Your golden premise that 'the more light the less colour… etc' simply isn't correct. Shoot an image at high noon, on a sunny day and you get great colour saturation, but you will also exceed the contrast range of the chip [or film]. Shoot on a cloudy day with diffused sunlight and you get a flat, low contrast image. Neither is wrong, but a well exposed low contrast image can be post-processed much more easily than an image with lots of deep underexposed shadow areas that contain minimal data or detail.
It is much easier to add contrast and a bit of midtone saturation [as all low/mid price digital chips lack mid tone saturation] to make a low contrast capture 'POP' than it is to try to add detail into underexposed shadow areas. That is why we use reflectors, fill in flash and multiple exposure HDR techniques in high contrast situations - to add detail [and therefore reduce the contrast] in the black or dense shadow areas. This is also the reason that we shoot in studios [where applicable], to control the quality, intensity and contrast of the light use in the shoot.
Another point to realise is that ALL low/mid price digital cameras use a chip with a ‘linear array’. The average quality mid price chip can record an image contrast range of approx 6 stops - at noon on a sunny day the contrast range can easily exceed 10 stops. So you have to make a decision which tones to clip. It all depends on the scene in front of the camera [this is where the operator comes in as the camera has no idea what it is looking at no matter how sophisiticated the incident meter algorithms are] as to whether you clip the highlights or shadows - but with no other intervention, 4 stops of data will have to be lost. So what does the linear array have to do with this?
As I said the average chip can record a scene with an approx 6 stop range. If your image contrast range is 6 stops or less then the chip can record the scene without clipping. If it is beyond this 6 stop range then you have to decide [by using the exposure compensation] which tones to clip.

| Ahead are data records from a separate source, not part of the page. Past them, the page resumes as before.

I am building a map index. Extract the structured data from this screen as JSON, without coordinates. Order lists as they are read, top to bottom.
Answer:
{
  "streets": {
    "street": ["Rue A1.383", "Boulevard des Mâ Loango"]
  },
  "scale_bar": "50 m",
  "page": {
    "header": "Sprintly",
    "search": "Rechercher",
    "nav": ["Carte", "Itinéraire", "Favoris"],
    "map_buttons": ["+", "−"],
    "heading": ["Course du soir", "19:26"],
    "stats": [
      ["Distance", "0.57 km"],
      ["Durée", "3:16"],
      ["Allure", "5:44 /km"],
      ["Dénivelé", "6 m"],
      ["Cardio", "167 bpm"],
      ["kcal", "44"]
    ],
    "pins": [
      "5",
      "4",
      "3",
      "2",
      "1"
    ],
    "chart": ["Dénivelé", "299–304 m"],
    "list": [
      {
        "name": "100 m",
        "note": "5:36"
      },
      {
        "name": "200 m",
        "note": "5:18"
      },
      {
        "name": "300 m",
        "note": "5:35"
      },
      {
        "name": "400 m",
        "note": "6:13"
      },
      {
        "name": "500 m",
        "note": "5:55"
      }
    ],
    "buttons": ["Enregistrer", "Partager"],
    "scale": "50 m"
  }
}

A polar bear in a snow storm - you would probably clip the shadows [because they don't represent many tones in the scene]. A coal miner in the pit - then you would probably expose for the shadows and sacrifice the highlights. The term 'linear array' refers to the principle that in this 6 stop range, not all stops are created the equal. In an average chip with 4096 levels, the first stop of the chip [at the highlight end] will have 2048 levels and the next stop will have 1024 levels, all the way down to the last stop [the blacks or dense shadows] where it will only have 64 levels.
This is why it is vital to correctly expose the highlights with a digital camera. If you are one stop under exposed you have thrown away 2048 levels of tone, or half the data the chip is capable of capturing - that is why the exposure compensation feature is your best friend [or worst enemy if you choose not to use it].
Try to post-process an underexposed image and you will soon see the tell tale traces of ‘digital noise’ that exists in the shadow areas that have the lowest ability to capture variations in tonality.
How you use this information depends on what kind of photography you are doing. If you are happy to just point-and-shoot and just make a record of the moment, then do just that. If you wish to manipulate, or further process the image capture then you need to embrace these fundamental principals to ensure that you capture all the possible data to allow for effective post-processing.
If you are aiming to go down this path then I know you won’t have your camera set to process the images a jpeg file, but instead you will save them as RAW images. But that is for another time…
Also as I [am glad to] see that TonyT is back on OZVMX I look forward to his insights on this subject.